Relander worked at Tampere Reaalilyseo, a Swedish-speaking boys school, between 1889 and 1907. He first taught Mathematics, Chemistry and Physics at the school and then served as its principal.

Relander was the chief mathematician at a life insurance company from 1908 to 1913. Then he served as the chairman of its supervisory board from 1921 to 1940. In addition, he was the head of the Industrial Workers in Finland Mutual Fire Protection Association in the period between 1913 and 1936 and headed Industrial Mortgage Bank of Finland between 1924 and 1926.

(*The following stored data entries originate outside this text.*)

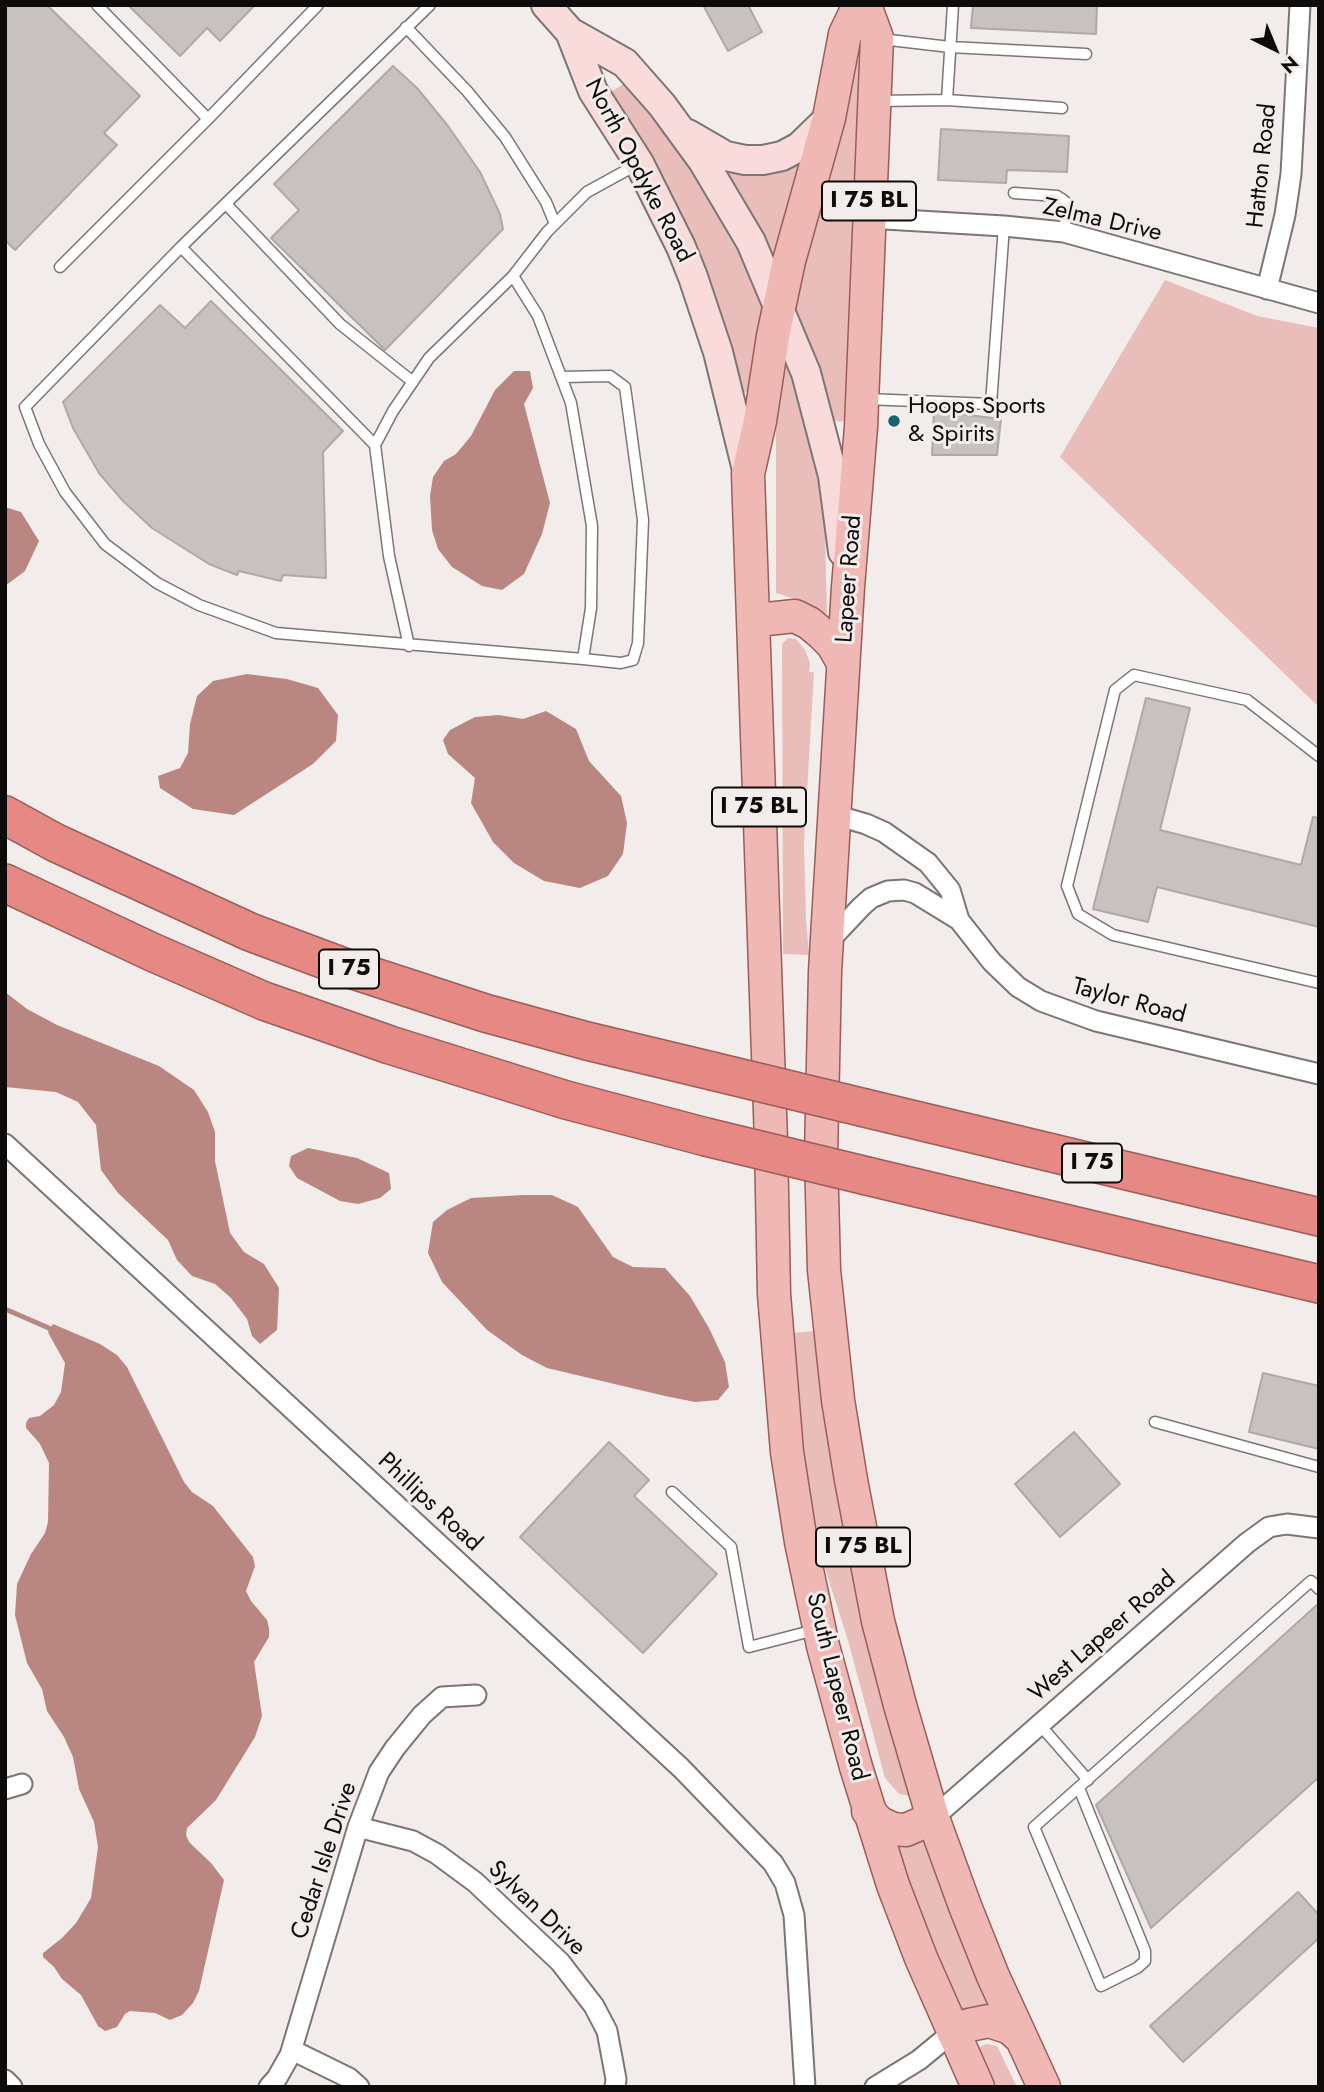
<!DOCTYPE html>
<style>
body{margin:0}
#map{position:relative;width:1324px;height:2092px;overflow:hidden;background:#f2eceb;font-family:Jost,sans-serif}
canvas{display:block}
.frame{position:absolute;inset:0;border:7px solid #0e0c0b;pointer-events:none}
.north{position:absolute;left:1240px;top:14px;width:70px;height:70px;-webkit-text-stroke:5px #f2eceb;paint-order:stroke;rotate:137deg;font-size:19px;font-weight:700;line-height:28px;text-align:center;color:#0e0c0b}
.north::after{content:'';display:block;margin:auto;width:24px;height:32px;background:#0e0c0b;clip-path:polygon(50% 0,100% 100%,50% 72%,0 100%)}
</style>
<div id="map">
<canvas width="1324" height="2092"></canvas>
<div class="frame"></div>
<div class="north">N</div>
</div>
<script>
const c = document.querySelector('canvas').getContext('2d');
c.lineJoin = 'round';
function fill(path, color) {
  c.fillStyle = color;
  c.fill(path, 'evenodd');
}
function shape(rows) {
  const path = new Path2D();
  for (const r of rows) {
    path.moveTo(r[0], r[1]);
    for (let i = 2; i < r.length; i += 2) path.lineTo(r[i], r[i + 1]);
  }
  return path;
}
function stroke(path, color, width, dash) {
  c.strokeStyle = color;
  c.lineWidth = width;
  c.lineCap = dash ? 'butt' : 'round';
  c.setLineDash(dash || []);
  c.stroke(path);
}
function write(font, color, halo, rows, align = 'center') {
  c.font = font + ' Jost,sans-serif';
  c.lineWidth = 6;
  c.setLineDash([]);
  c.textBaseline = 'middle';
  c.strokeStyle = halo;
  c.fillStyle = color;
  for (const [text, x, y, turn = 0] of rows) {
    c.save();
    c.translate(x, y);
    c.rotate((+turn || 0) * Math.PI / 180);
    c.textAlign = isNaN(turn) ? turn : align;
    if (halo) c.strokeText(text, 0, 0);
    c.fillText(text, 0, 0);
    c.restore();
  }
}
const green = shape([
 [856,60,860,60,846,419,840,422,834,420,829,413,812,350,792,299],
 [625,83,693,168,713,201,767,302,753,391,742,392,719,311,705,272,648,151,611,92],
 [806,154,775,264,719,161],
 [1165,280,1257,316,1319,328,1319,707,1060,457],
 [782,359,789,359,814,450,825,534,827,613,823,615,804,602,776,593,776,426],
 [788,638,796,639,805,650,810,663,809,672,814,672,804,844,806,919,809,955,783,954,782,644],
 [816,1331,836,1481,847,1542,867,1638,910,1796,899,1794,885,1778,849,1644,820,1552,808,1485,792,1333],
 [924,1836,965,1949,988,2003,986,2007,960,2010,922,1918,895,1843],
 [986,2044,997,2046,1017,2087,995,2087,977,2049]
]);
const water = shape([
 [514,371,530,371,533,388,524,404,550,503,542,534,524,574,502,590,482,586,452,567,438,549,432,530,430,496,433,477,444,461,456,454,471,436,495,390],
 [5,507,21,512,39,541,25,571,5,586],
 [247,674,287,679,318,688,338,715,336,741,313,764,234,815,193,809,160,788,158,776,180,768,188,753,190,724,197,696,213,681],
 [546,711,576,729,589,761,621,796,627,823,623,854,608,876,580,888,544,881,514,863,493,842,471,803,475,778,448,754,443,740,450,730,475,717,499,715,523,719],
 [5,992,27,1009,57,1025,159,1066,194,1090,208,1112,215,1132,215,1161,230,1233,244,1252,264,1264,279,1288,277,1330,260,1344,252,1336,247,1319,231,1298,215,1284,192,1276,177,1260,168,1240,118,1193,101,1170,96,1125,78,1102,56,1092,5,1087],
 [308,1148,357,1158,389,1173,391,1189,380,1198,358,1204,340,1201,297,1178,289,1166,291,1156],
 [523,1195,552,1195,578,1207,613,1257,633,1267,665,1268,690,1296,709,1328,725,1362,729,1387,718,1400,695,1402,665,1396,547,1368,522,1355,487,1330,442,1282,428,1253,433,1222,447,1210,471,1198],
 [53,1324,100,1344,117,1355,127,1367,184,1482,192,1492,213,1506,253,1557,255,1566,246,1591,251,1601,267,1620,269,1628,269,1637,254,1662,262,1716,255,1737,216,1800,187,1828,186,1835,189,1842,211,1863,224,1880,199,1991,193,2003,182,2015,170,2020,155,2013,130,2011,125,2014,117,2027,105,2031,98,2026,81,1995,62,1979,54,1967,43,1957,43,1953,62,1938,76,1923,91,1898,98,1847,94,1822,79,1789,73,1757,64,1737,47,1711,42,1689,27,1663,15,1615,17,1584,31,1554,45,1533,48,1522,49,1463,40,1444,26,1428,26,1423,29,1418,40,1416,54,1405,61,1392,65,1363,50,1336,48,1332]
]);
const stream = shape([
 [5,1309,51,1329]
]);
const building = shape([
 [5,5,47,5,140,96,104,133,117,145,15,250,5,240,5,5],
 [128,5,255,5,220,41,207,28,180,56,128,5],
 [703,5,748,5,762,32,728,51,703,5],
 [973,5,1097,5,1096,34,971,28,973,5],
 [393,66,417,88,448,126,480,172,500,214,503,229,385,350,271,238,299,210,274,184,393,66],
 [941,129,1069,136,1067,172,1007,170,1006,183,938,180,941,129],
 [211,301,343,431,323,452,326,578,283,575,281,581,239,571,237,575,209,564,152,528,123,501,99,473,73,428,63,402,160,305,185,328,211,301],
 [934,411,1001,419,997,455,932,455,934,411],
 [1146,698,1190,708,1160,830,1301,865,1313,817,1319,818,1319,927,1157,887,1148,922,1093,909,1146,698],
 [1263,1373,1319,1386,1319,1449,1249,1432,1263,1373],
 [1074,1432,1120,1484,1060,1537,1015,1484,1074,1432],
 [609,1442,649,1480,634,1496,717,1574,643,1653,520,1537,609,1442],
 [1319,1603,1319,1777,1151,1928,1096,1805,1319,1603],
 [1298,1892,1319,1915,1319,1938,1183,2062,1150,2026,1298,1892]
]);
const service = shape([
 [97,5,208,119,318,5],
 [430,5,181,247,25,407,39,444,65,492,105,544,157,583,199,605,276,633,583,659,591,608,592,526,571,403,538,316,513,276,547,232,587,192,638,164],
 [406,27,467,91,505,137,546,202,555,224],
 [881,39,950,47,1086,54],
 [947,100,1062,108],
 [878,101,947,100,953,5],
 [1014,193,1057,196,1062,199,1068,204,1064,232],
 [226,204,340,324,413,382],
 [181,247,375,445,389,556,409,646],
 [60,267,208,119],
 [562,377,610,376,625,387,643,520,638,643,633,660,621,663,583,659],
 [866,399,991,404,1004,226],
 [375,445,393,411,429,358,513,276],
 [1319,756,1247,700,1134,675,1115,690,1067,886,1078,914,1113,935,1319,983],
 [1155,1422,1319,1467],
 [672,1492,731,1547,749,1647,815,1630],
 [1040,1725,1088,1780],
 [1079,1788,1145,1951,1145,1961,1137,1968,1101,1986,1034,1827,1311,1581,1319,1589]
]);
const minor = shape([
 [868,218,1004,226,1064,232,1319,303],
 [1267,289,1285,215,1291,174,1300,5],
 [835,815,866,824,884,832,928,863,950,890,959,920,992,962,1018,987,1041,1001,1096,1021,1319,1074],
 [828,942,861,907,871,898,888,891,904,890,915,893,959,920],
 [5,1144,681,1768,773,1863,785,1883,794,1915,805,2087],
 [5,1789,22,1784],
 [933,1818,1247,1543,1269,1527,1287,1524,1319,1528],
 [358,1827,413,1841,437,1854,475,1882,560,1962,594,2006,607,2031,616,2079,615,2087],
 [292,2050,349,2078,359,2087],
 [5,2080,12,2087],
 [269,2087,277,2078,290,2055,358,1827,379,1772,395,1748,422,1715,442,1697,476,1695],
 [875,2087,919,2060,953,2032]
]);
const secondary = shape([
 [546,5,570,32,625,63,662,105,703,161,751,242,806,373,833,476,843,552],
 [570,32,593,91,639,163,681,247,693,277,718,352,748,474],
 [688,134,726,156,745,160,763,160,782,156,799,147,829,118]
]);
const primary = shape([
 [859,5,845,34,829,118,789,261,773,336,760,421,748,474,771,1141,774,1294,787,1452,801,1542,823,1646,856,1767,893,1885,921,1958,978,2087],
 [865,5,877,38,861,427,848,587,825,972,821,1155,824,1270,838,1400,851,1480,878,1621,900,1705,933,1818,965,1906,993,1976,1044,2087],
 [754,624,767,619,795,616,809,623,821,633,833,645,843,663],
 [868,1811,880,1823,893,1829,906,1830,933,1818],
 [953,2032,969,2025,989,2021,1010,2028,1021,2038]
]);
const motorway = shape([
 [5,815,56,843,250,932,341,966,485,1013,587,1041,712,1071],
 [5,883,152,952,264,1001,390,1045,566,1100,706,1137],
 [865,1108,1319,1217],
 [867,1176,1319,1284]
]);
const motorwayBridge = shape([
 [712,1071,865,1108],
 [706,1137,867,1176]
]);
const markers = [
 [894,421,7,"#15646b"]
];
const shields = [
 [869,201,94],
 [759,807,94],
 [349,969,60],
 [1092,1163,60],
 [863,1547,94]
];
const shieldNames = [
 ["I 75 BL",869,201],
 ["I 75 BL",759,807],
 ["I 75",349,969],
 ["I 75",1092,1163],
 ["I 75 BL",863,1547]
];
const streetNames = [
 ["Hatton Road",1263,166,-84],
 ["North Opdyke Road",638,171,62],
 ["Zelma Drive",1102,221,13],
 ["Lapeer Road",850,579,-86],
 ["Taylor Road",1129,1002,15],
 ["Phillips Road",429,1503,43],
 ["West Lapeer Road",1103,1637,-41],
 ["South Lapeer Road",836,1687,76],
 ["Cedar Isle Drive",325,1861,-72],
 ["Sylvan Drive",536,1909,44]
];
const poiNames = [
 ["Hoops Sports",908,407],
 ["& Spirits",908,435]
];
fill(green, '#e9bdba');
fill(water, '#ba8682');
stroke(stream, '#ba8682', 5);
fill(building, '#c7c1c0');
stroke(building, '#aea8a7', 2);
stroke(service, '#7b7675', 13);
stroke(minor, '#7b7675', 23);
stroke(secondary, '#7b7675', 32);
stroke(primary, '#9a5d59', 35);
stroke(motorway, '#9a5d59', 40);
stroke(service, '#fff', 10);
stroke(minor, '#fff', 19);
stroke(secondary, '#f8dbda', 28);
stroke(primary, '#f0b8b5', 32);
stroke(motorway, '#e68883', 37);
stroke(motorwayBridge, '#9a5d59', 40, []);
stroke(motorwayBridge, '#e68883', 37);
for (const [x, y, r, color] of markers) {
  const dot = new Path2D();
  dot.arc(x, y, r, 0, 2 * Math.PI);
  c.fillStyle = color;
  c.fill(dot);
  stroke(dot, '#f2eceb', 2.5);
}
for (const [x, y, w] of shields) {
  const box = new Path2D();
  box.roundRect(x - w / 2, y - 19.5, w, 39, 5);
  c.fillStyle = '#f2eceb';
  c.fill(box);
  stroke(box, '#0e0c0b', 2);
}
write('bold 23px', '#0e0c0b', null, shieldNames);
write('24px', '#0e0c0b', '#f2eceb', streetNames);
write('24px', '#0e0c0b', '#f2eceb', poiNames, 'left');
</script>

Relander was first named as the Minister of Finance on 18 January 1924 to the second cabinet of Aimo Cajander and held the post until 31 May 1924. Between 31 March 1925 and 31 December 1925 he also served as the Minister of Finance in the cabinet led by Antti Tulenheimo. He was appointed Minister of Finance for a third time on 22 December 1928 to the cabinet headed by Oskari Mantere and remained in office until 16 August 1929. Relander's last tenure as Minister of Finance was from 14 December 1932 to 7 October 1936 in the cabinet of Toivo Mikael Kivimäki.

Relander died in Helsinki on 27 March 1947.